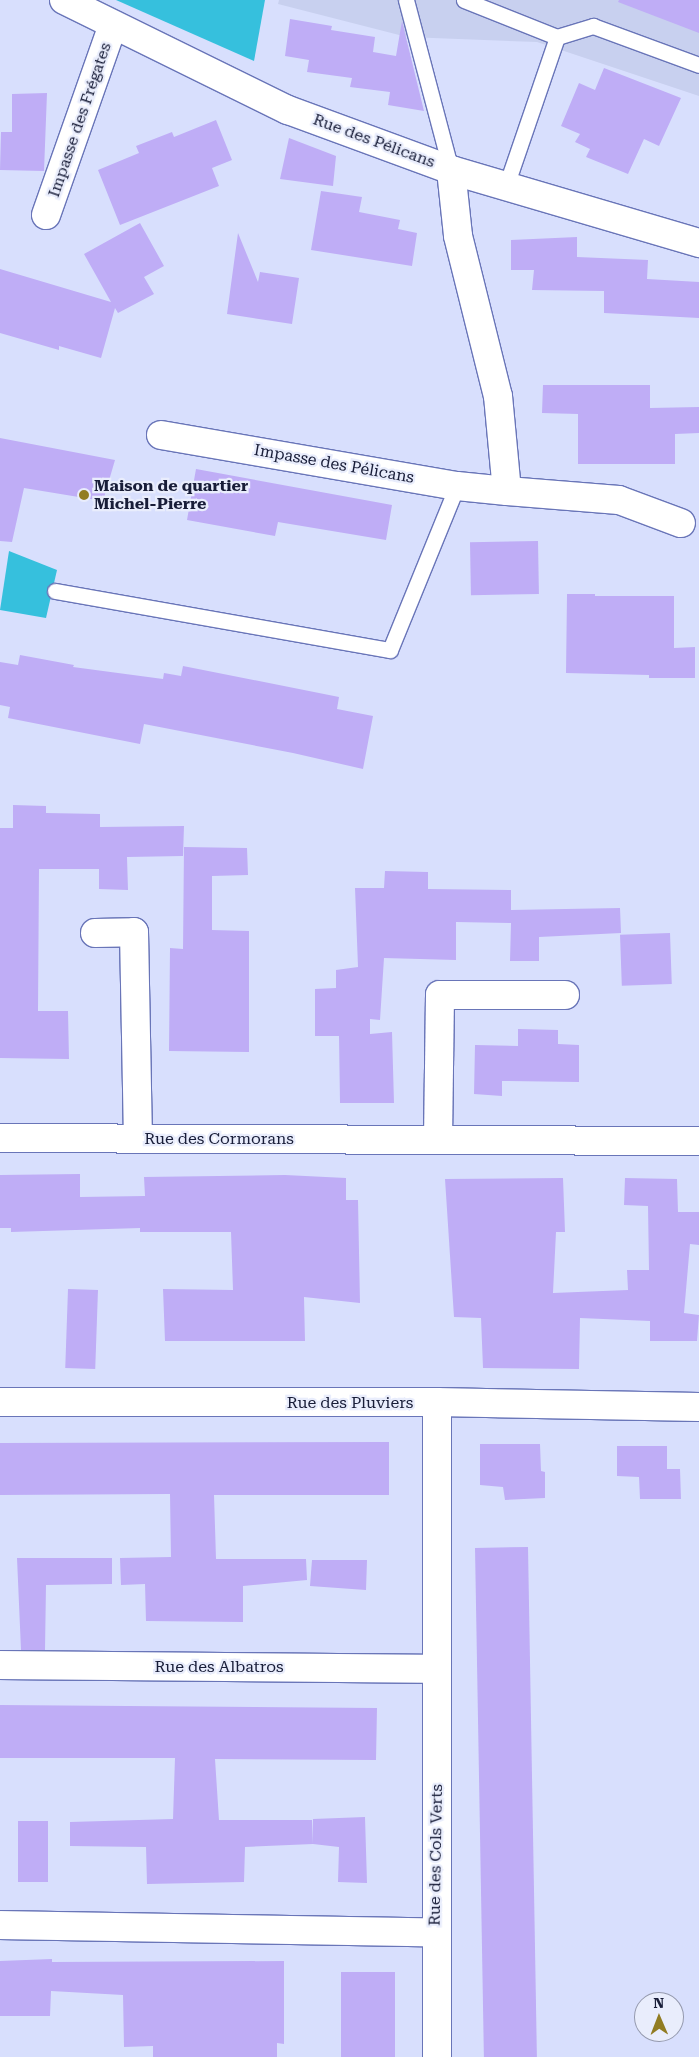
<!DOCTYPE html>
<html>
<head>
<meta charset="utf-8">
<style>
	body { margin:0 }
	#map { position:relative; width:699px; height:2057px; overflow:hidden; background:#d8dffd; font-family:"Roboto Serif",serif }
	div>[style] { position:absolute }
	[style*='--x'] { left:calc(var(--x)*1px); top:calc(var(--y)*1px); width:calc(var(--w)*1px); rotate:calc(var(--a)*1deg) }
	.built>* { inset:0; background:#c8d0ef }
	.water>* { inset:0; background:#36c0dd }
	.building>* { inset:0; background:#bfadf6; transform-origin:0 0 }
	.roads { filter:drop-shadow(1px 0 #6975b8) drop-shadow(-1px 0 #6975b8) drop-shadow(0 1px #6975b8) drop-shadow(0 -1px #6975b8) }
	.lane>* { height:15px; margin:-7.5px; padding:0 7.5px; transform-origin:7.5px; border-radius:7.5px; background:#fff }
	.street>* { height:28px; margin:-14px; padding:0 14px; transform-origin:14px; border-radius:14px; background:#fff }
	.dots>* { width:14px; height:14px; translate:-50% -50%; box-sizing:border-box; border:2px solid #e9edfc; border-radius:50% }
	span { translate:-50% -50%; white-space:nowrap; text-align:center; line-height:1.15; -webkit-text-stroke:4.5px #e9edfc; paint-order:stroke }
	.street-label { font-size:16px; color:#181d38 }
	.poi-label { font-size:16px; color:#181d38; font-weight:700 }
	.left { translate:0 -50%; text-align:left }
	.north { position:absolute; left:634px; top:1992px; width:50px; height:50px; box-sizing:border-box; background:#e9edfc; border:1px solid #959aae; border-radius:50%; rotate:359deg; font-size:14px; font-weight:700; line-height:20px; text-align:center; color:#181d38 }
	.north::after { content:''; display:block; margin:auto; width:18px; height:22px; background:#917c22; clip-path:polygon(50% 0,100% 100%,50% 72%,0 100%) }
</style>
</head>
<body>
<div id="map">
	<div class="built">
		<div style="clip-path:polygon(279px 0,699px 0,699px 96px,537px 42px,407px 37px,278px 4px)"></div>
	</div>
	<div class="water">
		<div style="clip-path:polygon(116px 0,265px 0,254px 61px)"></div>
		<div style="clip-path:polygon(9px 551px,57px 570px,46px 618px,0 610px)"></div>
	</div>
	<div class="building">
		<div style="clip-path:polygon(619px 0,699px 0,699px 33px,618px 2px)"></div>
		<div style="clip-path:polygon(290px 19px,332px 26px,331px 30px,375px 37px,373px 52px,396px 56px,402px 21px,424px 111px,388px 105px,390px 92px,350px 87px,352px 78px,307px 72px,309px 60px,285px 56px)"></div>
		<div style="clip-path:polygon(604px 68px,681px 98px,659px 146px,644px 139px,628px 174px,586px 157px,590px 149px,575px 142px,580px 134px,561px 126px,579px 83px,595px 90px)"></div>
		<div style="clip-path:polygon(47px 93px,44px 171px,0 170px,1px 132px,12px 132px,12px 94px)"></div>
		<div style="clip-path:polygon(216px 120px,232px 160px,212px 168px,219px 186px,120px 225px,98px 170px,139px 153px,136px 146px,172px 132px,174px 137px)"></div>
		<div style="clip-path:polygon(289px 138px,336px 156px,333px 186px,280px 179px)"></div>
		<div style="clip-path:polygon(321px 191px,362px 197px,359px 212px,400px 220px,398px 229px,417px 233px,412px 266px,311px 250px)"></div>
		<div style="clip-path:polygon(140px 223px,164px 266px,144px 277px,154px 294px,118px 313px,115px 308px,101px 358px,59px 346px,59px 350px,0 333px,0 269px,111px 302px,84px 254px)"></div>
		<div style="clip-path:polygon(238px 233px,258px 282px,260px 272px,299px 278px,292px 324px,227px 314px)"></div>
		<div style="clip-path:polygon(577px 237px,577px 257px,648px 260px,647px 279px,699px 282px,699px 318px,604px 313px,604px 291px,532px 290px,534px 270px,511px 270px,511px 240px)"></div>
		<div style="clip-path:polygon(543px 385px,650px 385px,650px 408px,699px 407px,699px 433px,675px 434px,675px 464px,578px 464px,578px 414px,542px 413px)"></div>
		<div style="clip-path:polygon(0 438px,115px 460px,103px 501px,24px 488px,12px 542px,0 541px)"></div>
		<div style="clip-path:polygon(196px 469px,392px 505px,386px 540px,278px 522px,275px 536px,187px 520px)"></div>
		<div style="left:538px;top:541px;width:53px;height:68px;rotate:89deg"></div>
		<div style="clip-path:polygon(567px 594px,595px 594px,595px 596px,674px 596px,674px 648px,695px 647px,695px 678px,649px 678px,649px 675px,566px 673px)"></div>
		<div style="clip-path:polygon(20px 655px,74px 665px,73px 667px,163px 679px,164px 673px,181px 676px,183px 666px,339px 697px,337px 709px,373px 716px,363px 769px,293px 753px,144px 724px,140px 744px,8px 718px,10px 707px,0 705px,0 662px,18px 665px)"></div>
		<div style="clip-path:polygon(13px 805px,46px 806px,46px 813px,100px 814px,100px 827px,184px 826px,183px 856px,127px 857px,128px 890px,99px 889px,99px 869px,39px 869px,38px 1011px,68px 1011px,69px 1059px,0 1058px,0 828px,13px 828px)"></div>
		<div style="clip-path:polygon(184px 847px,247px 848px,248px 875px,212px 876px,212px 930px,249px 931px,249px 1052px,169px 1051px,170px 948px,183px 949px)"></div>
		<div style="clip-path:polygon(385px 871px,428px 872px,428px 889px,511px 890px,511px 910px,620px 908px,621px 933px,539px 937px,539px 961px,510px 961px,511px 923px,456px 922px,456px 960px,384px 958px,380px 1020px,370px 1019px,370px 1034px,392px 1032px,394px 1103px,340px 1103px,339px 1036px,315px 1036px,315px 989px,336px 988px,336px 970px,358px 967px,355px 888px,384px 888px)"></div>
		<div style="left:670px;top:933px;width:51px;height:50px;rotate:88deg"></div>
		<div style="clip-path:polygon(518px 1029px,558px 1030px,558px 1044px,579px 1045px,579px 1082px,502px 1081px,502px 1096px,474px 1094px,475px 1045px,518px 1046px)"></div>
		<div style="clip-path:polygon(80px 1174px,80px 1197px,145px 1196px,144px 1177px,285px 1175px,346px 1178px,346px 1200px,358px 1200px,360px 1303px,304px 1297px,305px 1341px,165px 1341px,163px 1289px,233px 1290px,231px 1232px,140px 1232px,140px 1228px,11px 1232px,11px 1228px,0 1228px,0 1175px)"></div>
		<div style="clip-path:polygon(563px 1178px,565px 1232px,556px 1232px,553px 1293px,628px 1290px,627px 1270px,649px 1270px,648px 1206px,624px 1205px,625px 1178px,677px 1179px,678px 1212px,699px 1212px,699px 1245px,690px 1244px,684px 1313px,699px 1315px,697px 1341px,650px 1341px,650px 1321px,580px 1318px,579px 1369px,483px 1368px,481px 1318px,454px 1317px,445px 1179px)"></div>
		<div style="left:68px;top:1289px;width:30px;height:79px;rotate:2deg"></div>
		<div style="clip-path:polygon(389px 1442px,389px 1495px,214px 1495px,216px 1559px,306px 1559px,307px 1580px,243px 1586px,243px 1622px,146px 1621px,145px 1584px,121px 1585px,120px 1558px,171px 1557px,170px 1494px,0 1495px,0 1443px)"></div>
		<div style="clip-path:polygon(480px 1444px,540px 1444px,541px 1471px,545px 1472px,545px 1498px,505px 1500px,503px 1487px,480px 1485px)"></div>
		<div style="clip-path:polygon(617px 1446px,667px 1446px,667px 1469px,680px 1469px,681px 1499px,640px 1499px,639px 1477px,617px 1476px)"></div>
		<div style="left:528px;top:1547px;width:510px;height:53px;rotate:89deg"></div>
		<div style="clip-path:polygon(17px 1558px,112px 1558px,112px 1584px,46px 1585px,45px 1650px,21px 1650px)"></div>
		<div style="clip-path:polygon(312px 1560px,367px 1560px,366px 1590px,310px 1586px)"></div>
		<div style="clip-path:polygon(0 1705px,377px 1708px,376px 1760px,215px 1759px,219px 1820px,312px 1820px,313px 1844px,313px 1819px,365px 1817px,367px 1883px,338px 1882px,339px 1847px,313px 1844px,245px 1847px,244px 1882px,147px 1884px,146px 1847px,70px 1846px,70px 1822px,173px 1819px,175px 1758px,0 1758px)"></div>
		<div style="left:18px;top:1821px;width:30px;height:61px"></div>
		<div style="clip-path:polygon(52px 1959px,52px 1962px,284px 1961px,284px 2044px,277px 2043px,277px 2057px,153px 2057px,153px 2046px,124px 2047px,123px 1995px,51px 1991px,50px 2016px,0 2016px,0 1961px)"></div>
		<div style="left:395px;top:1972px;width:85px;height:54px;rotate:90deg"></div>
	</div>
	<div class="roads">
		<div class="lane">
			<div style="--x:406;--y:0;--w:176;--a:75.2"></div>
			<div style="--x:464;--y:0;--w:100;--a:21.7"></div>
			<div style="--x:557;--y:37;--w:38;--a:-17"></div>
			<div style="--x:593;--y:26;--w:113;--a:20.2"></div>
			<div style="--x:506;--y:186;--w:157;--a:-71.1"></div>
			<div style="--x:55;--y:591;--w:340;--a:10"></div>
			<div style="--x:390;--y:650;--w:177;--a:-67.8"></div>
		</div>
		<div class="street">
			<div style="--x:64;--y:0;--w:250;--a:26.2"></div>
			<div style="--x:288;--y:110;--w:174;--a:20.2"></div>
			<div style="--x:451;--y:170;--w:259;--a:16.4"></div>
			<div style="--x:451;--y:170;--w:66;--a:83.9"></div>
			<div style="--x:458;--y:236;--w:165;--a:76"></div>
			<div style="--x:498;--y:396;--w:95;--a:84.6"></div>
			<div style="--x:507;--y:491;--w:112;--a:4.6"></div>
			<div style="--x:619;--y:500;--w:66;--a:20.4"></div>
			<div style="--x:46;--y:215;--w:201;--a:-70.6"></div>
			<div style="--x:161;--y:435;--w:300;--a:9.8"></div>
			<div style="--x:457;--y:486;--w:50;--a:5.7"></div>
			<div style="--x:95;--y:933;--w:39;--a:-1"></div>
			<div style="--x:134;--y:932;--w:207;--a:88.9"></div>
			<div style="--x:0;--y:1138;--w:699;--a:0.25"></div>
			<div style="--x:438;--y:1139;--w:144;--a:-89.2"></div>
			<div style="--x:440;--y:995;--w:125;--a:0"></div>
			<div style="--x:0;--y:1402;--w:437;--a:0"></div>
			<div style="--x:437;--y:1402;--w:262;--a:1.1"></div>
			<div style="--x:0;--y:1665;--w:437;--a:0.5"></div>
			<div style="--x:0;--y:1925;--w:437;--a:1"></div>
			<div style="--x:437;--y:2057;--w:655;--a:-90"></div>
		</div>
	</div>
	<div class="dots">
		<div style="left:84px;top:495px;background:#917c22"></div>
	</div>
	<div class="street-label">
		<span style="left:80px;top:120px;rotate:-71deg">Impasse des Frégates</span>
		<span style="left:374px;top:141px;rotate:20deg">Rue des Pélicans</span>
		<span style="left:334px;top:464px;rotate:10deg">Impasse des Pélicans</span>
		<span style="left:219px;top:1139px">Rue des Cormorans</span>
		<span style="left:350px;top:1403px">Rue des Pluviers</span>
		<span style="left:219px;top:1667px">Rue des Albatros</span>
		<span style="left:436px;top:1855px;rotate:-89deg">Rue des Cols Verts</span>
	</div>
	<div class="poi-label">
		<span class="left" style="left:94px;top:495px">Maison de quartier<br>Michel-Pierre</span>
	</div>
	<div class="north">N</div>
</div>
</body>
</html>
_ _ _ _
## WHAT YOU WILL DO
Read the entries and show each line that mentions "lane".

## RESULT FOR THIS EXERCISE
	.lane>* { height:15px; margin:-7.5px; padding:0 7.5px; transform-origin:7.5px; border-radius:7.5px; background:#fff }
		<div class="lane">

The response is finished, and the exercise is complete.